* _GOAL OF THE EXERCISE_:
Whenever a line in the entries includes the word "played", copy that line out.

(Beginning of SUPPLIED MATERIAL)

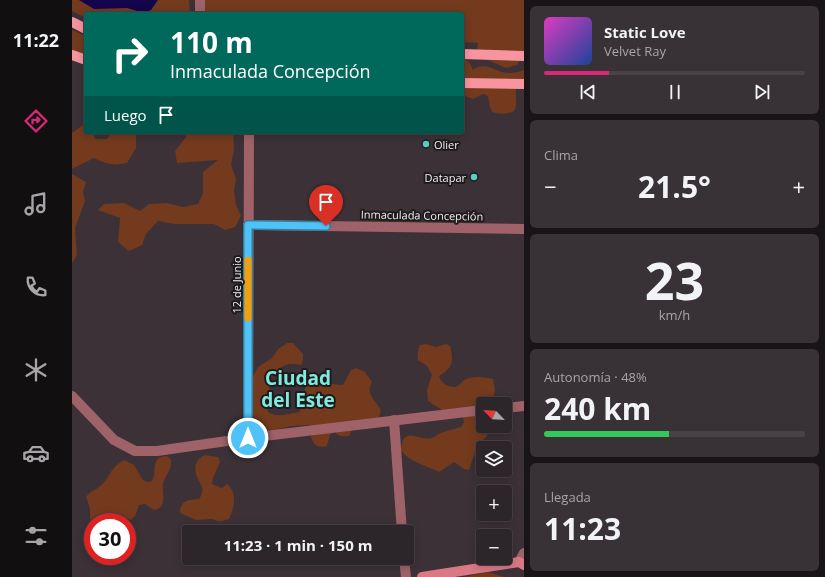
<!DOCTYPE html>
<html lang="es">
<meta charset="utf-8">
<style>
:root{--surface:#2c2529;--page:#383135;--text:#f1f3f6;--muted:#a6a5a8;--line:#484246;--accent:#db2777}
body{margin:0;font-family:"Open Sans",sans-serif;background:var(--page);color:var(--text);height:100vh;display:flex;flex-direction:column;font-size:15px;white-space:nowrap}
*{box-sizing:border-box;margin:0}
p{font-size:13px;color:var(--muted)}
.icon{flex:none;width:22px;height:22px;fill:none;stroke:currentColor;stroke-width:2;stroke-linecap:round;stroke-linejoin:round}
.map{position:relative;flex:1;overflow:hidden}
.panel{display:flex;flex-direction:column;gap:6px;padding:6px;background:#181417;width:301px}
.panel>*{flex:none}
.hud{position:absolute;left:12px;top:12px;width:380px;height:122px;border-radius:4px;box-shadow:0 2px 10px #0003,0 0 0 1px var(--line);background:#00695c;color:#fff;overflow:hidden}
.needle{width:26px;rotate:295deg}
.fabs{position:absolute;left:404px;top:397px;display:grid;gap:8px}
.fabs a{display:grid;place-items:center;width:36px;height:36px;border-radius:4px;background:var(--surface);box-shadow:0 2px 10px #0003,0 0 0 1px var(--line);font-size:20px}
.speed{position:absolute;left:12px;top:513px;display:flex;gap:8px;font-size:20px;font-weight:700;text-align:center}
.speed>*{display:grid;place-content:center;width:52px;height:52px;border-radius:50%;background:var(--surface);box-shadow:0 2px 10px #0003,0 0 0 1px var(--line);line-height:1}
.speed .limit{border:6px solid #d22;background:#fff;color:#111}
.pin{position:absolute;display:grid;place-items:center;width:34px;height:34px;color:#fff;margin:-41px -17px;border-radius:50% 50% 50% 0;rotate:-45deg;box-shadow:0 0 4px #0007}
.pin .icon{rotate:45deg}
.me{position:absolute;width:44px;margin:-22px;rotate:0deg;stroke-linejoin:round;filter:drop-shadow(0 0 3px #0008)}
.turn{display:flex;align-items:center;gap:14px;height:84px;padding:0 20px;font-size:18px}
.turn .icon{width:52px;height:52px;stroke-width:2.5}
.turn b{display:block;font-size:28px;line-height:34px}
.then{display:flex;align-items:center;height:38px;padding:0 20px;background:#0003;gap:8px;font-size:15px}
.big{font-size:30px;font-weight:700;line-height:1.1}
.panel .tile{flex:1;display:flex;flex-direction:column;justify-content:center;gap:6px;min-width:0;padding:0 14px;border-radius:6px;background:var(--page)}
.panel .dial{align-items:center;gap:0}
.dial b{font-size:52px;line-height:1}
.song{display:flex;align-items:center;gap:12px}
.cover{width:48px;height:48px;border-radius:6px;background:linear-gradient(135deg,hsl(310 70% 55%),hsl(220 70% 35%))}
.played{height:4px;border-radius:2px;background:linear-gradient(90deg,var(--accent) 25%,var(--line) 25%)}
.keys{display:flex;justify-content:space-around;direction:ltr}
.heat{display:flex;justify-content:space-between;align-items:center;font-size:22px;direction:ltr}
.charge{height:6px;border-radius:3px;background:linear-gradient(90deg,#34c759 48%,var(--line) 0)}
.trip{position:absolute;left:110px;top:525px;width:232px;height:40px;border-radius:4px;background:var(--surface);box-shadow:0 2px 10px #0003,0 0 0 1px var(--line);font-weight:700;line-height:40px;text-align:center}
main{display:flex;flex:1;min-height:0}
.dock{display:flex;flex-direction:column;width:72px;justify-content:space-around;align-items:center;background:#120f10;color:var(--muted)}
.dock .icon{width:28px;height:28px}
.dock .current{color:var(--accent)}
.dock b{font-size:18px;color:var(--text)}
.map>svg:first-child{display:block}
.green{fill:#733a1e}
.water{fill:#14044b}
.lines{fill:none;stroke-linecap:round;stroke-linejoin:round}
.street{stroke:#9f6268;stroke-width:10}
.secondary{stroke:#da7984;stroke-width:10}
.primary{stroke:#f8949f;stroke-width:10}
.route-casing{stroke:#337fa1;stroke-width:10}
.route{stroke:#4fc3f7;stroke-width:7}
.slow{stroke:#f59e0b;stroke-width:7}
.poi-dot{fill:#57cec2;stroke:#1f1b1d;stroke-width:1.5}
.labels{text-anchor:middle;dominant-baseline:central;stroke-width:4;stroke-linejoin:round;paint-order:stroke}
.poi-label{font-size:11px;fill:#f2ecef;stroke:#1f1b1d;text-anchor:start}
.street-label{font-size:11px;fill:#f2ecef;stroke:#1f1b1d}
.town-label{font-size:19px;font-weight:bold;fill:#81eadf;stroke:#1f1b1d}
</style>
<main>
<nav class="dock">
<b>11:22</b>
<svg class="icon current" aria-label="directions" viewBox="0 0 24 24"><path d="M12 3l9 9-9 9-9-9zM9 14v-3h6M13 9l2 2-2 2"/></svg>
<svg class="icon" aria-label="music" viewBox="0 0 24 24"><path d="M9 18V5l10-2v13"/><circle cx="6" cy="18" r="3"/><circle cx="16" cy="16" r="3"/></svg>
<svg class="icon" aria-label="phone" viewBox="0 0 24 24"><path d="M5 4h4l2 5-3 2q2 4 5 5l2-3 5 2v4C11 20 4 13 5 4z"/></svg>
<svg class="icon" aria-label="climate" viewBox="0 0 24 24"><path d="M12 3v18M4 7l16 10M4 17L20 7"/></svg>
<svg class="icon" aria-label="car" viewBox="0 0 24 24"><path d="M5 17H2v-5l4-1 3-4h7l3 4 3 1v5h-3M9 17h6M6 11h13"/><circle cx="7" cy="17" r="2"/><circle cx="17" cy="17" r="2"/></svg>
<svg class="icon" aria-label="filters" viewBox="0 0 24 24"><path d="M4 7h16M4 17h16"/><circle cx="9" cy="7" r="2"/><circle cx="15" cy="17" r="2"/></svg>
</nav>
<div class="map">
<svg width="452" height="577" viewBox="0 0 452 577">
<rect width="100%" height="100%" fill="#3b3137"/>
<!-- green -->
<g class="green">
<path d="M0,0h117l1,14h-104v4l-14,-7z"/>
<path d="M130,0h322v51l-7,14 -11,3 -30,-13 2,-12 -16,-1v-28h-256l-6,-10z"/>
<path d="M0,30l14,6v21l-14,-7z"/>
<path d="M390,57l8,6 3,7c10,-8 19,-1 29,2 8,2 15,1 22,-2v17l-8,2c-1,8 2,14 -2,22 -7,4 -14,3 -22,1l-2,-5 -2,-11 -5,-2 -10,5 -10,-4z"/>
<path d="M11,125l3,2v5h7l2,7h12l5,-7h24v16l-9,15c-13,3 -21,1 -33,-5l-22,11v-36z"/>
<path d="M112,132h49l1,18 -3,15 5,14 -2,12 2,14 5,11 -6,11 -10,3 -11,-6h-40l-16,-3 -12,13 -4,11 -13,6 -11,-9 2,-24 -22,-8 6,-6 20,-1 16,8 9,-7 18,-1 16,4 15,-3 5,-11v-21l15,-12 -41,3 -2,-12 11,-14z"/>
<path d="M0,174l14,8 -3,10 2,9 -10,27 2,27 -5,8z"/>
<path d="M215,343h6l10,11v6l-2,5c-18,-4 -23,4 -33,16l2,11 -3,10 1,10c9,6 21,2 31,0l3,-5 3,-10v-11l5,-10 5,-1c12,5 13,10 28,10l8,-15 5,-2 9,4 7,10c-7,13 4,17 9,29l-4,11 -21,-1 -7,15c-7,1 -11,0 -15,-5l-4,4 -3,11c-16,4 -16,-10 -18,-21l-17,1 -34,7 -4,-2 -2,-11 1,-44 5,-9 14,-9 6,-9z"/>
<path d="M354,344l10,3 10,-3 4,2c4,15 3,22 -11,30 3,8 9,11 17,11 3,-2 4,-3 7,-6 8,-6 21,-4 30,-2l2,11 -3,14h-9v22h5l-1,10 -9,8 -9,26 -5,-1 -10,-7 -15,10c-12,-6 -30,-10 -38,-22 2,-26 18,-8 31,-12 2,-1 5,-3 8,-5 7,-2 14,-4 21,-6l3,-5 -1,-5 -21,-7 -14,-9 -1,-11 5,-15 -5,-9 -9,-6c-1,-6 0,-10 2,-15z"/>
<path d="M133,455l13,2 2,5 -7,16 -1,6 10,4 5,-4c11,9 7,25 2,35l-7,2h-5l-5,-2 -16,1 -16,-7c0,-13 8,-13 19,-14 2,-3 4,-7 3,-12 -1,-3 -3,-6 -4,-8 -5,-10 -3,-20 7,-24z"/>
<path d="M95,456l4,4c1,11 -5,14 -8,23 -1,7 2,16 -1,22 -2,3 -4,4 -8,5l-9,-6 -6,1 -4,11 -4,4 -10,-4c-11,3 -20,10 -31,3v-11l-4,-11c4,-6 8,-6 13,-10 11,-8 9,-18 25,-27l10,5 8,14 5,3 5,-1c6,-10 -3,-24 15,-25z"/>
<path d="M416,572l16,5h-40z"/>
</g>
<!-- water -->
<path class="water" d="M7,0h79l-7,10 -7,3 -17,-5 -33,1z"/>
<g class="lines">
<!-- street -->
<g class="street">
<path d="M128,0v14"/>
<path d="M176,225l276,4"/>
<path d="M0,396l42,44 21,11h22l91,-13 235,-28"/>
<path d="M433,408l19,-2"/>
<path d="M322,420l8,112"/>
<path d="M176,438l1,-306"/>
<path d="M332,558l2,19"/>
<path d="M447,562l5,-9"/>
</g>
<!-- secondary -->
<path class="secondary" d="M350,577l97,-15 5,3"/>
<!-- primary -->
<g class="primary">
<path d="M0,22l14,7"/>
<path d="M390,54l62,2"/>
<path d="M0,55l14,5"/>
<path d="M390,83l62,1"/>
</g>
</g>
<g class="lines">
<!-- route casing -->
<g class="route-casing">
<path id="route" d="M176,438v-213l78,1"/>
</g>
<!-- route -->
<use href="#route" class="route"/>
<!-- slow -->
<path class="slow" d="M176,318v-58"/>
</g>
<!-- markers -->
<g class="poi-dot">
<circle cx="354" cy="144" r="4"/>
<circle cx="402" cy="177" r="4"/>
</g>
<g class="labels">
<!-- poi labels -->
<g class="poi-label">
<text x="362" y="144">Olier</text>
<text x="394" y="177" text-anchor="end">Datapar</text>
</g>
<!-- street labels -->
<g class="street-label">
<text transform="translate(350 215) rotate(1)">Inmaculada Concepción</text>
<text transform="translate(164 285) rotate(-90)">12 de Junio</text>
</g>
<!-- town labels -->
<g class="town-label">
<text x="226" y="378">Ciudad<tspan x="226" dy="22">del Este</tspan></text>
</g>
</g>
</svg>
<div class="fabs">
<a><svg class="needle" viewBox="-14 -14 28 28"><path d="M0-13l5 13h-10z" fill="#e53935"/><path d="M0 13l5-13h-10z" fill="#a6a5a8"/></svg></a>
<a><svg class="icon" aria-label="layers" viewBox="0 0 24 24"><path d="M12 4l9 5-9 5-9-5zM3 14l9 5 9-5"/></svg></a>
<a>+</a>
<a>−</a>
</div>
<div class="speed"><div class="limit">30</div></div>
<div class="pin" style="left:254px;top:226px;background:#d93025"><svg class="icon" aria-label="arrive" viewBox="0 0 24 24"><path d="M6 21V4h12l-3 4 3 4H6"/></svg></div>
<svg class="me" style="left:176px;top:438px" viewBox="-20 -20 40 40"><circle r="17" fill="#4fc3f7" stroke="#fff" stroke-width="3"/><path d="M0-11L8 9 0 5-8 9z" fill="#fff"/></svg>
<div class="trip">11:23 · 1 min · 150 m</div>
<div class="hud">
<div class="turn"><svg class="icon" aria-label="right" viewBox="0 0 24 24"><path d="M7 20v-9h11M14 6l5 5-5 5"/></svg><div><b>110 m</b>Inmaculada Concepción</div></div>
<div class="then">Luego<svg class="icon" aria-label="arrive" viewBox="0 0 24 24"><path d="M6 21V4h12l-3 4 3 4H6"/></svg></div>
</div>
</div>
<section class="panel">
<div class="tile">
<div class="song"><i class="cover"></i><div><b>Static Love</b><p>Velvet Ray</p></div></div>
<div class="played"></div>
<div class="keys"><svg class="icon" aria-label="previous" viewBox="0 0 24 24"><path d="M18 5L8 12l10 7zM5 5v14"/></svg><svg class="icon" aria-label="pause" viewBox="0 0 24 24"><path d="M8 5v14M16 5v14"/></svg><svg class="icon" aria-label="next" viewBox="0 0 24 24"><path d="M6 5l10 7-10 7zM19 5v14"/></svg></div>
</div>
<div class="tile"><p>Clima</p>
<div class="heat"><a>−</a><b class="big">21.5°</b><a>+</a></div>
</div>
<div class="tile dial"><b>23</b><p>km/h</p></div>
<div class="tile"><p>Autonomía · 48%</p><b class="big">240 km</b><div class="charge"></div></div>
<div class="tile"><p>Llegada</p><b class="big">11:23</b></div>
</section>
</main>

(End of SUPPLIED MATERIAL)

* _RESULT BELOW_:
.played{height:4px;border-radius:2px;background:linear-gradient(90deg,var(--accent) 25%,var(--line) 25%)}
<div class="played"></div>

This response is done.